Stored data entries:
▽
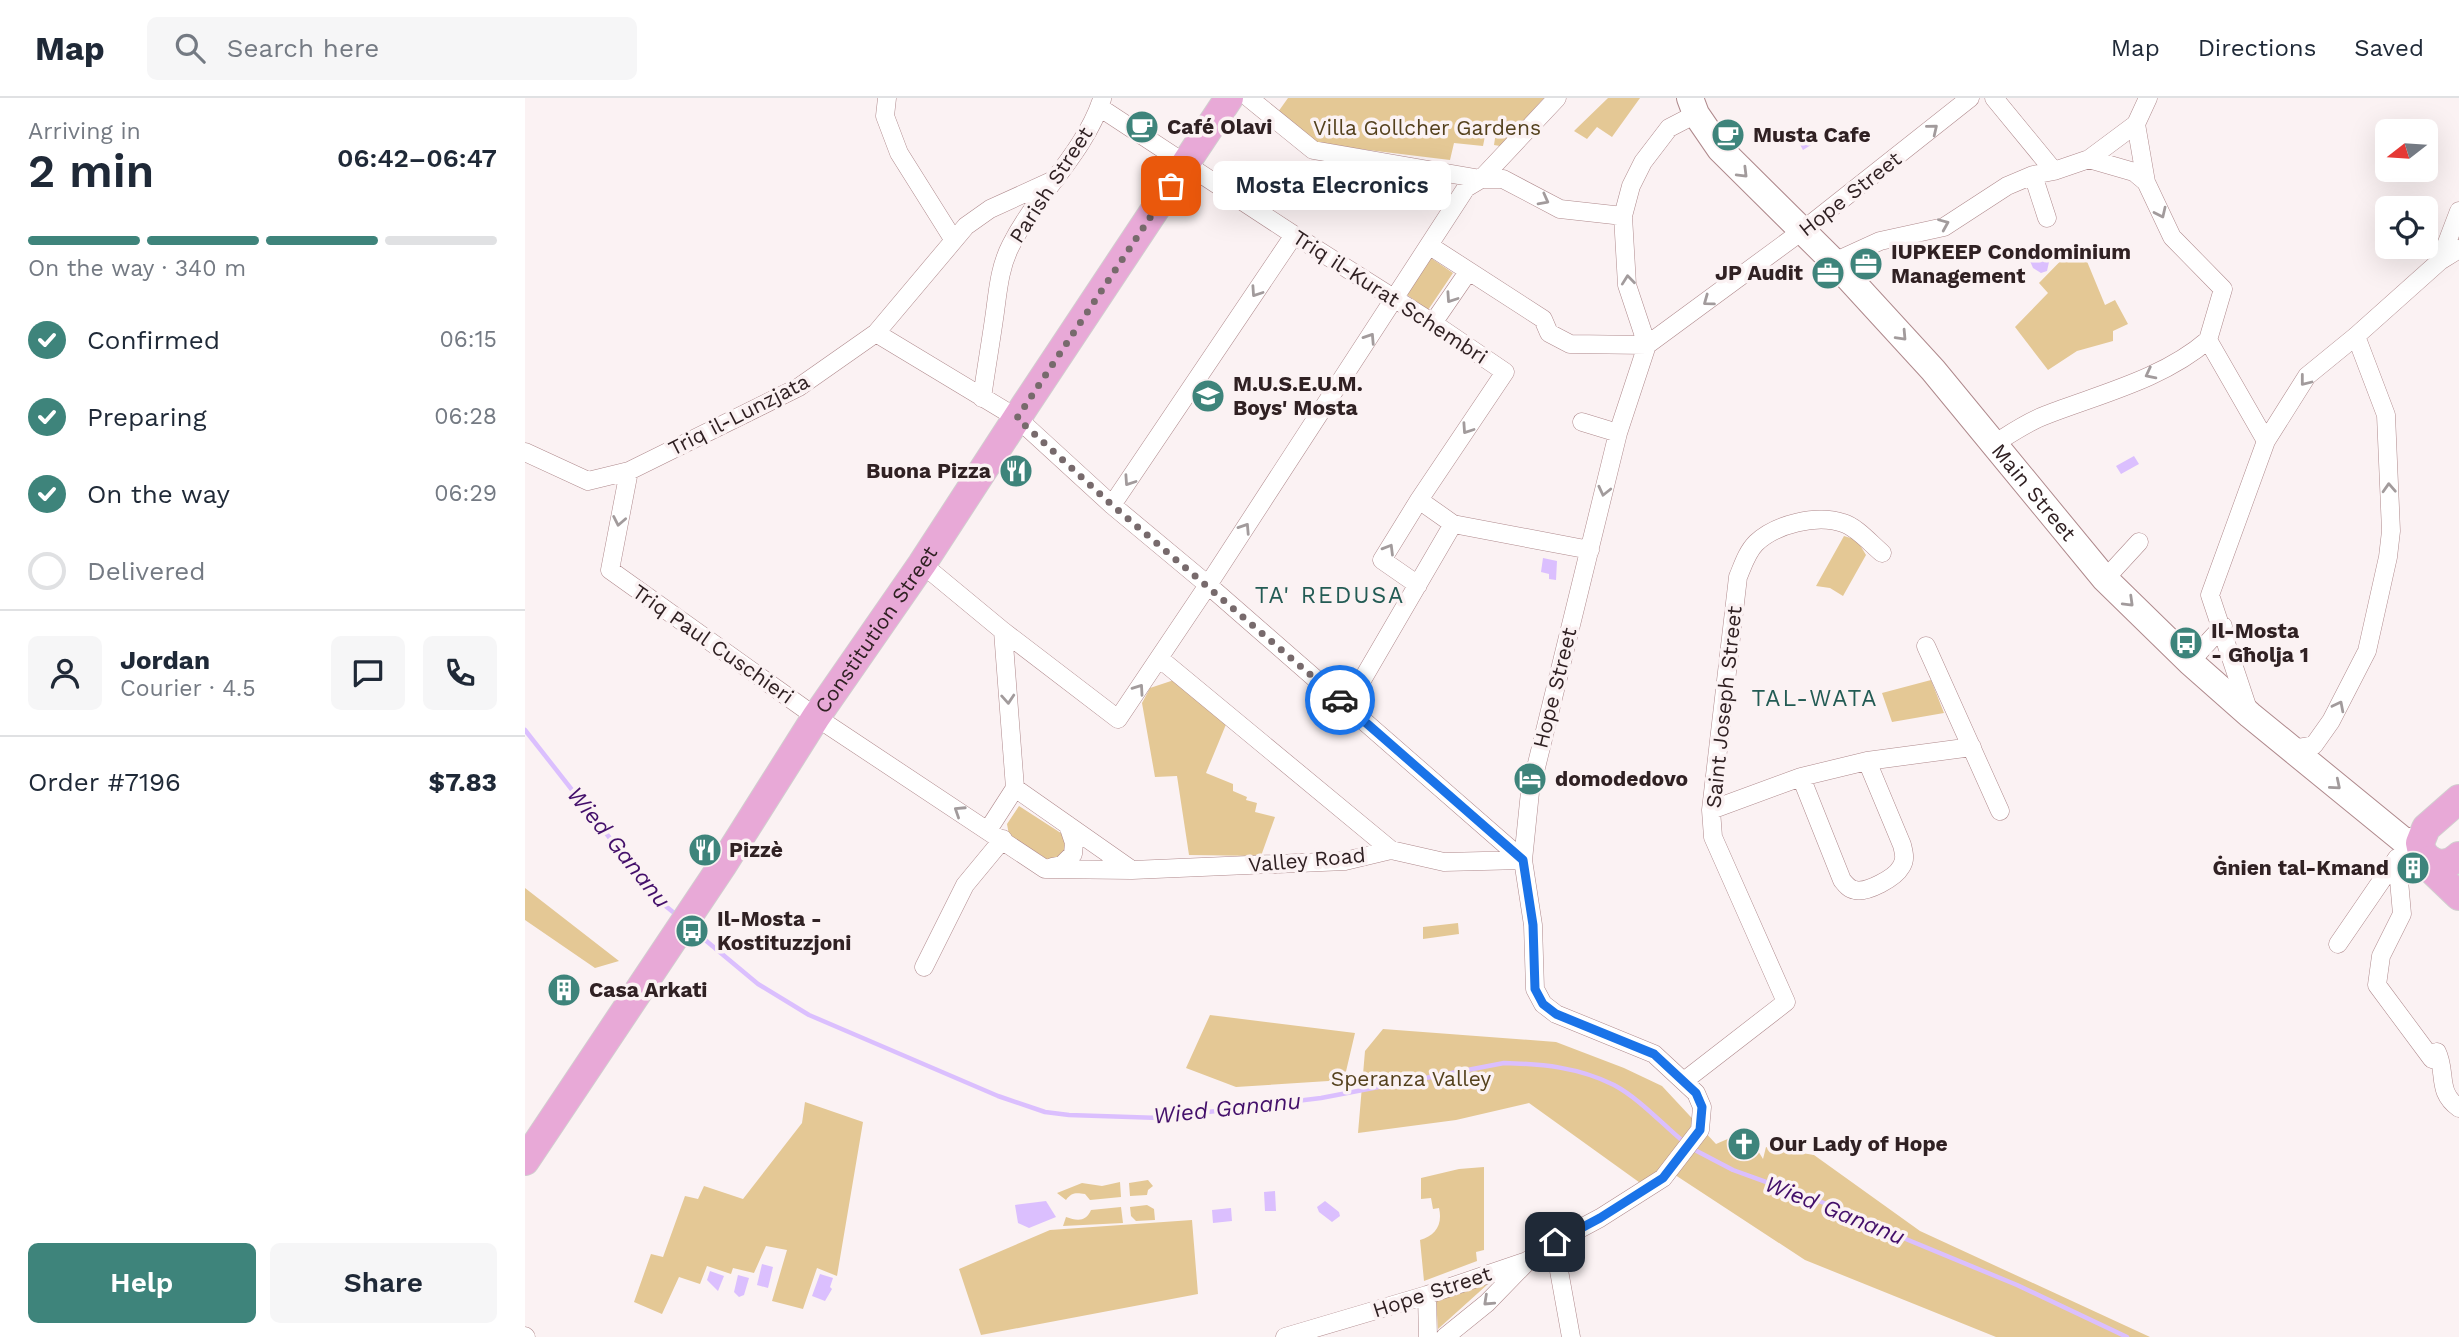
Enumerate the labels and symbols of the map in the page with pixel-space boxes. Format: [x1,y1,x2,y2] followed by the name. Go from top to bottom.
[1123,108,1161,146] cafe icon: Café Olavi
[1167,114,1272,139] place label: Café Olavi
[1313,115,1541,140] park label: Villa Gollcher Gardens
[1709,116,1747,154] cafe icon: Musta Cafe
[2375,119,2438,182] north arrow
[1004,122,1097,247] street label: Parish Street
[1753,122,1871,147] place label: Musta Cafe
[1925,124,1937,137] one-way arrow
[1793,146,1906,241] street label: Hope Street
[1141,156,1201,216] pin
[1213,162,1451,210] callout: Mosta Elecronics
[1735,164,1748,177] one-way arrow
[1537,192,1549,206] one-way arrow
[2152,206,2166,218] one-way arrow
[1937,219,1949,233] one-way arrow
[1288,224,1492,369] street label: Triq il-Kurat Schembri
[1891,239,2131,288] place label: IUPKEEP Condominium Management
[1847,245,1885,283] office icon: IUPKEEP Condominium Management
[1809,254,1847,292] office icon: JP Audit
[1715,260,1803,285] place label: JP Audit
[1620,274,1635,286] one-way arrow
[1251,284,1264,297] one-way arrow
[1446,290,1459,303] one-way arrow
[1703,292,1715,305] one-way arrow
[1893,328,1906,341] one-way arrow
[1362,333,1374,346] one-way arrow
[2145,366,2157,380] one-way arrow
[664,368,814,461] street label: Triq il-Lunzjata
[1233,371,1363,420] place label: M.U.S.E.U.M. Boys' Mosta
[2301,374,2314,386] one-way arrow
[1189,377,1227,415] school or university icon: M.U.S.E.U.M. Boys' Mosta
[1463,421,1475,434] one-way arrow
[1987,438,2082,546] street label: Main Street
[997,452,1035,490] restaurant icon: Buona Pizza
[866,458,992,483] place label: Buona Pizza
[1125,473,1137,486] one-way arrow
[2382,482,2397,493] one-way arrow
[1598,485,1612,497] one-way arrow
[613,515,628,527] one-way arrow
[1237,523,1250,536] one-way arrow
[809,541,942,718] street label: Constitution Street
[1381,543,1394,556] one-way arrow
[628,578,799,709] street label: Triq Paul Cuschieri
[1255,582,1405,609] district label: TA' REDUSA
[2120,593,2133,606] one-way arrow
[1700,604,1747,809] street label: Saint Joseph Street
[2211,618,2309,667] place label: Il-Mosta - Għolja 1
[2167,624,2205,662] bus stop icon: Il-Mosta - Għolja 1
[1527,625,1582,751] street label: Hope Street
[1305,665,1375,735] courier
[1131,683,1144,696] one-way arrow
[1752,685,1878,712] district label: TAL-WATA
[1000,694,1015,705] one-way arrow
[2330,701,2344,713] one-way arrow
[1511,760,1549,798] hotel icon: domodedovo
[1555,766,1688,791] place label: domodedovo
[2327,777,2340,789] one-way arrow
[561,781,676,914] water label: Wied Gananu
[954,807,967,819] one-way arrow
[686,831,724,869] restaurant icon: Pizzè
[729,837,783,862] place label: Pizzè
[1247,842,1367,877] street label: Valley Road
[2394,849,2432,887] building icon: Ġnien tal-Kmand
[2212,855,2389,880] place label: Ġnien tal-Kmand
[717,906,851,955] place label: Il-Mosta - Kostituzzjoni
[673,912,711,950] bus stop icon: Il-Mosta - Kostituzzjoni
[545,971,583,1009] building icon: Casa Arkati
[589,977,707,1002] place label: Casa Arkati
[1331,1066,1491,1091] park label: Speranza Valley
[1152,1087,1302,1130] water label: Wied Gananu
[1725,1125,1763,1163] church icon: Our Lady of Hope
[1769,1131,1948,1156] place label: Our Lady of Hope
[1761,1170,1909,1251] water label: Wied Gananu
[1525,1212,1585,1272] pin
[1369,1260,1495,1322] street label: Hope Street
[1483,1293,1496,1305] one-way arrow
△
• PROBLEM REQUIREMENTS: Output all of the entries once more, word for word, with the images removed.

• OUTPUT BELOW:
Enumerate the labels and symbols of the map in the page with pixel-space boxes. Format: [x1,y1,x2,y2] followed by the name. Go from top to bottom.
[1123,108,1161,146] cafe icon: Café Olavi
[1167,114,1272,139] place label: Café Olavi
[1313,115,1541,140] park label: Villa Gollcher Gardens
[1709,116,1747,154] cafe icon: Musta Cafe
[2375,119,2438,182] north arrow
[1004,122,1097,247] street label: Parish Street
[1753,122,1871,147] place label: Musta Cafe
[1925,124,1937,137] one-way arrow
[1793,146,1906,241] street label: Hope Street
[1141,156,1201,216] pin
[1213,162,1451,210] callout: Mosta Elecronics
[1735,164,1748,177] one-way arrow
[1537,192,1549,206] one-way arrow
[2152,206,2166,218] one-way arrow
[1937,219,1949,233] one-way arrow
[1288,224,1492,369] street label: Triq il-Kurat Schembri
[1891,239,2131,288] place label: IUPKEEP Condominium Management
[1847,245,1885,283] office icon: IUPKEEP Condominium Management
[1809,254,1847,292] office icon: JP Audit
[1715,260,1803,285] place label: JP Audit
[1620,274,1635,286] one-way arrow
[1251,284,1264,297] one-way arrow
[1446,290,1459,303] one-way arrow
[1703,292,1715,305] one-way arrow
[1893,328,1906,341] one-way arrow
[1362,333,1374,346] one-way arrow
[2145,366,2157,380] one-way arrow
[664,368,814,461] street label: Triq il-Lunzjata
[1233,371,1363,420] place label: M.U.S.E.U.M. Boys' Mosta
[2301,374,2314,386] one-way arrow
[1189,377,1227,415] school or university icon: M.U.S.E.U.M. Boys' Mosta
[1463,421,1475,434] one-way arrow
[1987,438,2082,546] street label: Main Street
[997,452,1035,490] restaurant icon: Buona Pizza
[866,458,992,483] place label: Buona Pizza
[1125,473,1137,486] one-way arrow
[2382,482,2397,493] one-way arrow
[1598,485,1612,497] one-way arrow
[613,515,628,527] one-way arrow
[1237,523,1250,536] one-way arrow
[809,541,942,718] street label: Constitution Street
[1381,543,1394,556] one-way arrow
[628,578,799,709] street label: Triq Paul Cuschieri
[1255,582,1405,609] district label: TA' REDUSA
[2120,593,2133,606] one-way arrow
[1700,604,1747,809] street label: Saint Joseph Street
[2211,618,2309,667] place label: Il-Mosta - Għolja 1
[2167,624,2205,662] bus stop icon: Il-Mosta - Għolja 1
[1527,625,1582,751] street label: Hope Street
[1305,665,1375,735] courier
[1131,683,1144,696] one-way arrow
[1752,685,1878,712] district label: TAL-WATA
[1000,694,1015,705] one-way arrow
[2330,701,2344,713] one-way arrow
[1511,760,1549,798] hotel icon: domodedovo
[1555,766,1688,791] place label: domodedovo
[2327,777,2340,789] one-way arrow
[561,781,676,914] water label: Wied Gananu
[954,807,967,819] one-way arrow
[686,831,724,869] restaurant icon: Pizzè
[729,837,783,862] place label: Pizzè
[1247,842,1367,877] street label: Valley Road
[2394,849,2432,887] building icon: Ġnien tal-Kmand
[2212,855,2389,880] place label: Ġnien tal-Kmand
[717,906,851,955] place label: Il-Mosta - Kostituzzjoni
[673,912,711,950] bus stop icon: Il-Mosta - Kostituzzjoni
[545,971,583,1009] building icon: Casa Arkati
[589,977,707,1002] place label: Casa Arkati
[1331,1066,1491,1091] park label: Speranza Valley
[1152,1087,1302,1130] water label: Wied Gananu
[1725,1125,1763,1163] church icon: Our Lady of Hope
[1769,1131,1948,1156] place label: Our Lady of Hope
[1761,1170,1909,1251] water label: Wied Gananu
[1525,1212,1585,1272] pin
[1369,1260,1495,1322] street label: Hope Street
[1483,1293,1496,1305] one-way arrow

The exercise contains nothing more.